The biggest issue with this incident, we’d argue, isn’t just the fact that teenagers were illegally employed and, according to accounts, forced to work long hours doing difficult, physical work, but the undeniable reality that it’s the latest of a number of serious issues involving Foxconn. We’ve also seen statements remarkably similar to Nintendo’s from companies such as Apple and Microsoft, both having to tackle recent controversies of their own.
These developments aren’t unique this year, either, with Chinese workers repeatedly being driven to extreme actions by their working conditions. Back in May 2010 it was reported by Gamasutra that Nintendo was investigating labour conditions at factories manufacturing Wii consoles, due to the news that ten Foxconn employees had committed suicide by jumping from their dormitory buildings in preceding months.
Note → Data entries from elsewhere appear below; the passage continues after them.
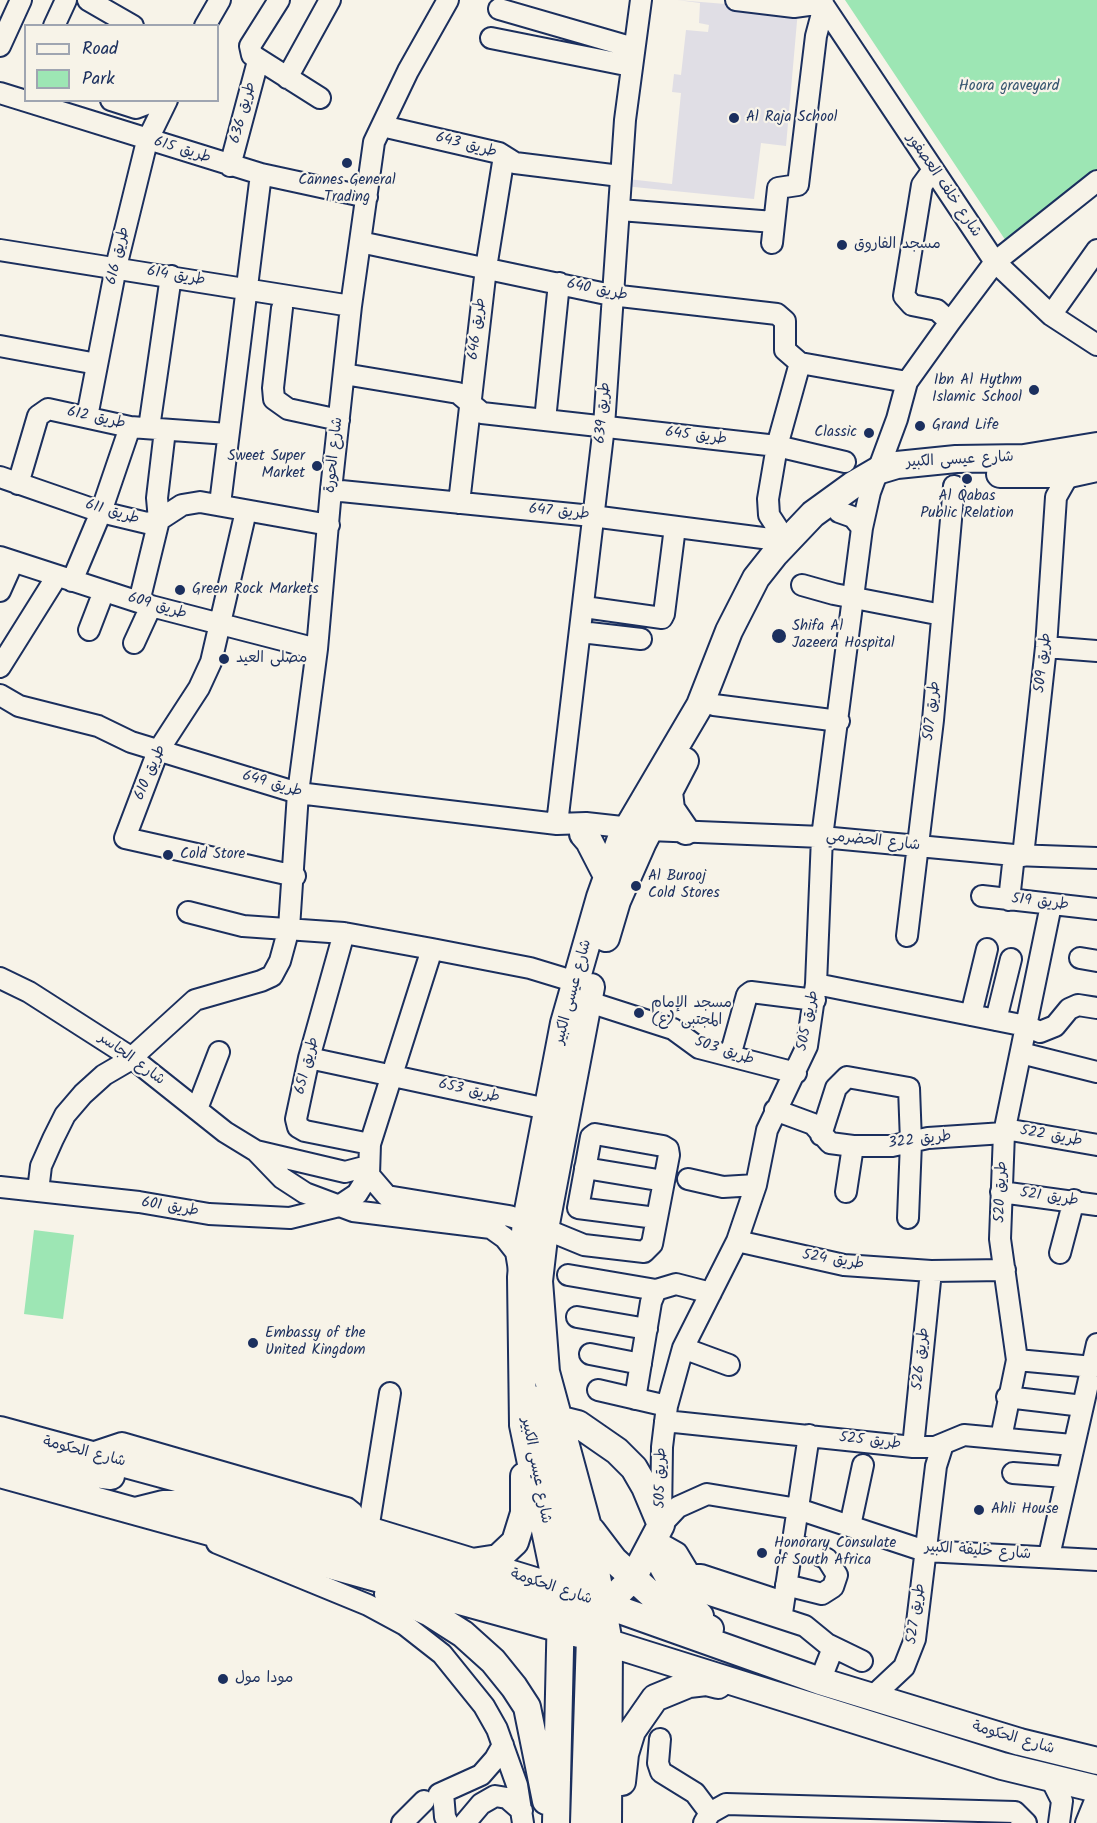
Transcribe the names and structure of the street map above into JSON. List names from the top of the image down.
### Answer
{
  "streets": {
    "main road": ["شارع عيسى الكبير", "شارع الحكومة"],
    "street": [
      "طريق 636",
      "طريق 643",
      "طريق 615",
      "شارع خلف العصفور",
      "طريق 616",
      "طريق 614",
      "طريق 640",
      "طريق 646",
      "طريق 639",
      "طريق 612",
      "طريق 645",
      "شارع الحورة",
      "طريق 611",
      "طريق 647",
      "طريق 609",
      "طريق 509",
      "طريق 507",
      "طريق 610",
      "طريق 649",
      "شارع الحضرمي",
      "طريق 519",
      "طريق 505",
      "طريق 503",
      "شارع الجاسر",
      "طريق 651",
      "طريق 653",
      "طريق 522",
      "طريق 322",
      "طريق 520",
      "طريق 521",
      "طريق 601",
      "طريق 524",
      "طريق 526",
      "طريق 525",
      "شارع خليفة الكبير",
      "طريق 527"
    ]
  },
  "crossings": [
    ["طريق 636", "طريق 615"],
    ["طريق 643", "طريق 646"],
    ["طريق 643", "طريق 639"],
    ["طريق 643", "شارع الحورة"],
    ["طريق 615", "طريق 616"],
    ["طريق 615", "شارع الحورة"],
    ["طريق 616", "طريق 614"],
    ["طريق 616", "طريق 612"],
    ["طريق 614", "شارع الحورة"],
    ["طريق 640", "طريق 646"],
    ["طريق 640", "طريق 639"],
    ["طريق 640", "شارع الحورة"],
    ["طريق 646", "طريق 645"],
    ["طريق 646", "طريق 647"],
    ["طريق 639", "طريق 645"],
    ["طريق 639", "طريق 647"],
    ["طريق 639", "طريق 649"],
    ["طريق 612", "طريق 611"],
    ["طريق 645", "شارع الحورة"],
    ["شارع الحورة", "طريق 611"],
    ["شارع الحورة", "طريق 647"],
    ["شارع الحورة", "طريق 609"],
    ["شارع الحورة", "طريق 610"],
    ["شارع الحورة", "طريق 649"],
    ["شارع عيسى الكبير", "طريق 647"],
    ["شارع عيسى الكبير", "طريق 509"],
    ["شارع عيسى الكبير", "طريق 649"],
    ["شارع عيسى الكبير", "شارع الحضرمي"],
    ["شارع عيسى الكبير", "طريق 505"],
    ["شارع عيسى الكبير", "طريق 503"],
    ["شارع عيسى الكبير", "طريق 653"],
    ["شارع عيسى الكبير", "شارع الحكومة"],
    ["طريق 611", "طريق 610"],
    ["طريق 609", "طريق 610"],
    ["طريق 509", "شارع الحضرمي"],
    ["طريق 509", "طريق 519"],
    ["طريق 507", "شارع الحضرمي"],
    ["طريق 610", "طريق 649"],
    ["طريق 649", "شارع الحضرمي"],
    ["شارع الحضرمي", "طريق 505"],
    ["طريق 519", "طريق 520"],
    ["طريق 505", "طريق 503"],
    ["طريق 505", "طريق 322"],
    ["طريق 505", "طريق 524"],
    ["طريق 505", "طريق 525"],
    ["طريق 505", "شارع خليفة الكبير"],
    ["طريق 651", "طريق 653"],
    ["طريق 522", "طريق 322"],
    ["طريق 522", "طريق 520"],
    ["طريق 322", "طريق 520"],
    ["طريق 520", "طريق 521"],
    ["طريق 520", "طريق 524"],
    ["طريق 524", "طريق 526"],
    ["طريق 526", "طريق 525"],
    ["طريق 525", "طريق 527"],
    ["شارع الحكومة", "طريق 527"],
    ["شارع خليفة الكبير", "طريق 527"]
  ],
  "parks": ["Hoora graveyard"],
  "places": [
    "Al Raja School",
    "Cannes General Trading",
    "مسجد الفاروق",
    "Ibn Al Hythm Islamic School",
    "Grand Life",
    "Classic",
    "Sweet Super Market",
    "Al Qabas Public Relation",
    "Green Rock Markets",
    "Shifa Al Jazeera Hospital",
    "مصلى العيد",
    "Cold Store",
    "Al Burooj Cold Stores",
    "مسجد الإمام المجتبى (ع)",
    "Embassy of the United Kingdom",
    "Ahli House",
    "Honorary Consulate of South Africa",
    "مودا مول"
  ],
  "legend": ["Road", "Park"]
}
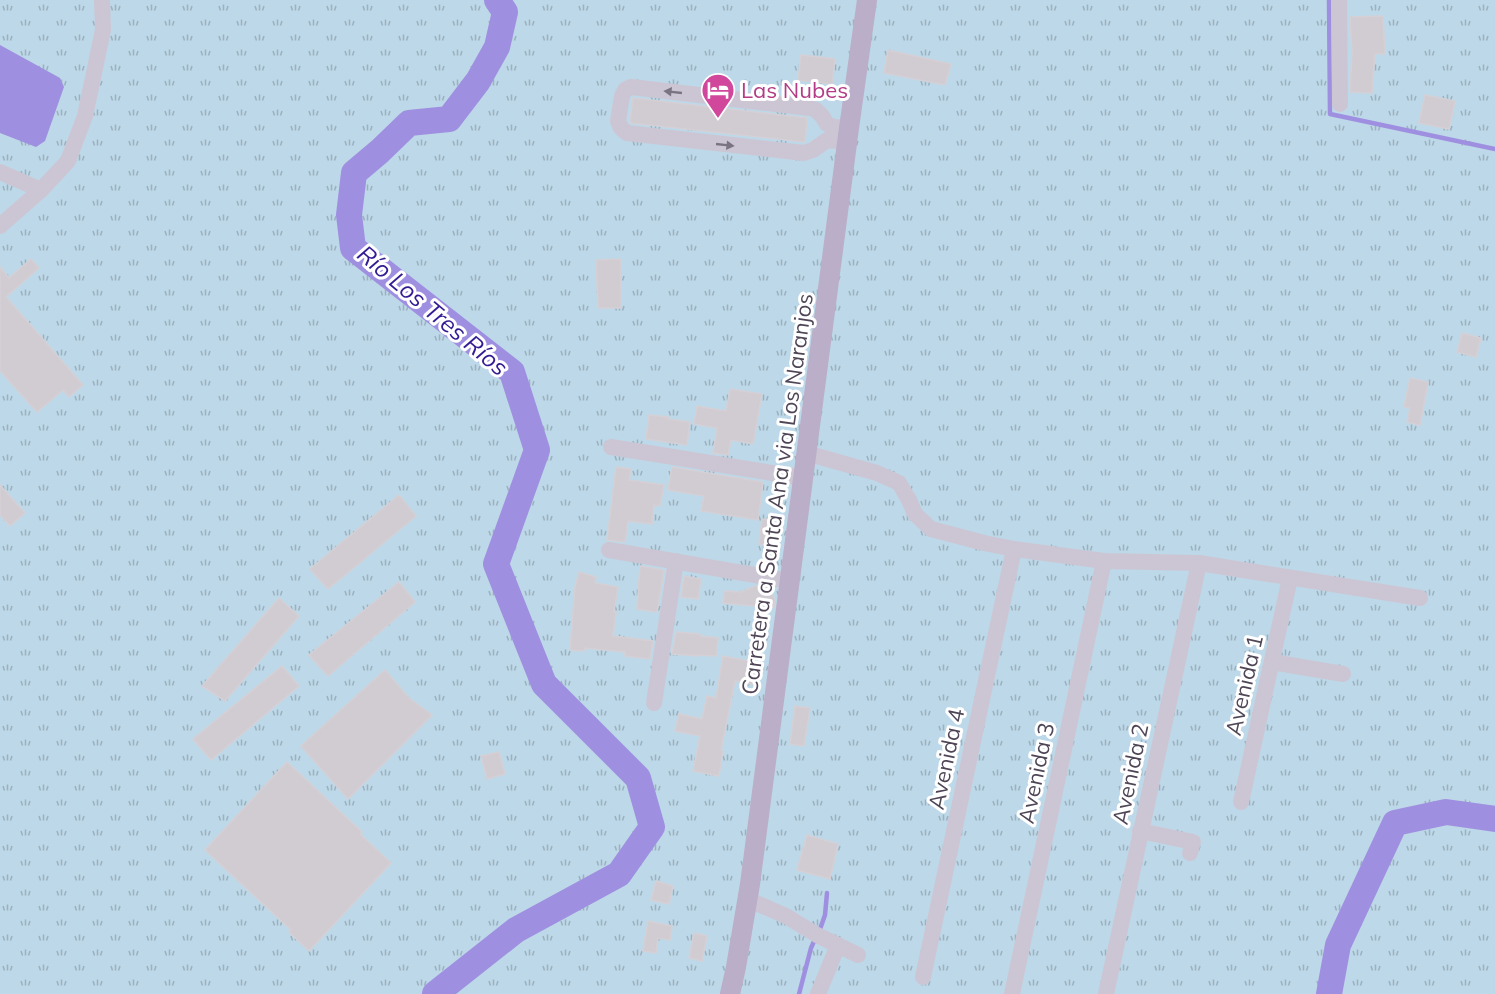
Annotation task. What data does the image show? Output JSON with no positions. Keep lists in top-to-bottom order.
{
  "streets": {
    "main road": ["Carretera a Santa Ana via Los Naranjos"],
    "street": [
      "Avenida 1",
      "Avenida 4",
      "Avenida 3",
      "Avenida 2"
    ]
  },
  "water": ["Río Los Tres Ríos"],
  "places": {
    "hotel": ["Las Nubes"]
  }
}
Tellingly, Gamasutra concluded its report with the following words.
The Mario house is reportedly conducting a survey of Foxconn's practices to see if the manufacturer is within those guidelines, although it's unclear what kind of action would be taken if Foxconn fails to meet those standards.
Little seemed to have changed in Foxconn’s practices by January 2012, as a Microsoft-centric story published by GamesIndustry.biz demonstrates. On that occasion 300 workers at a Foxconn plant manufacturing Xbox 360 consoles threatened a mass-suicide. The workers had been offered the choice of continuing work or accepting a compensated dismissal, but when a number chose the latter the monetary incentive was removed, prompting the mass demonstration. Not only was the late withdrawal of compensation callous, but the drastic actions of a large number of workers was proof of how difficult their situation had become. The same article recounts the well-known and infamous claim that Foxconn’s response to high suicide rates was to install anti-suicide nets on the roofs of 12 factories. Microsoft, for its part, said it was “investigating this issue”.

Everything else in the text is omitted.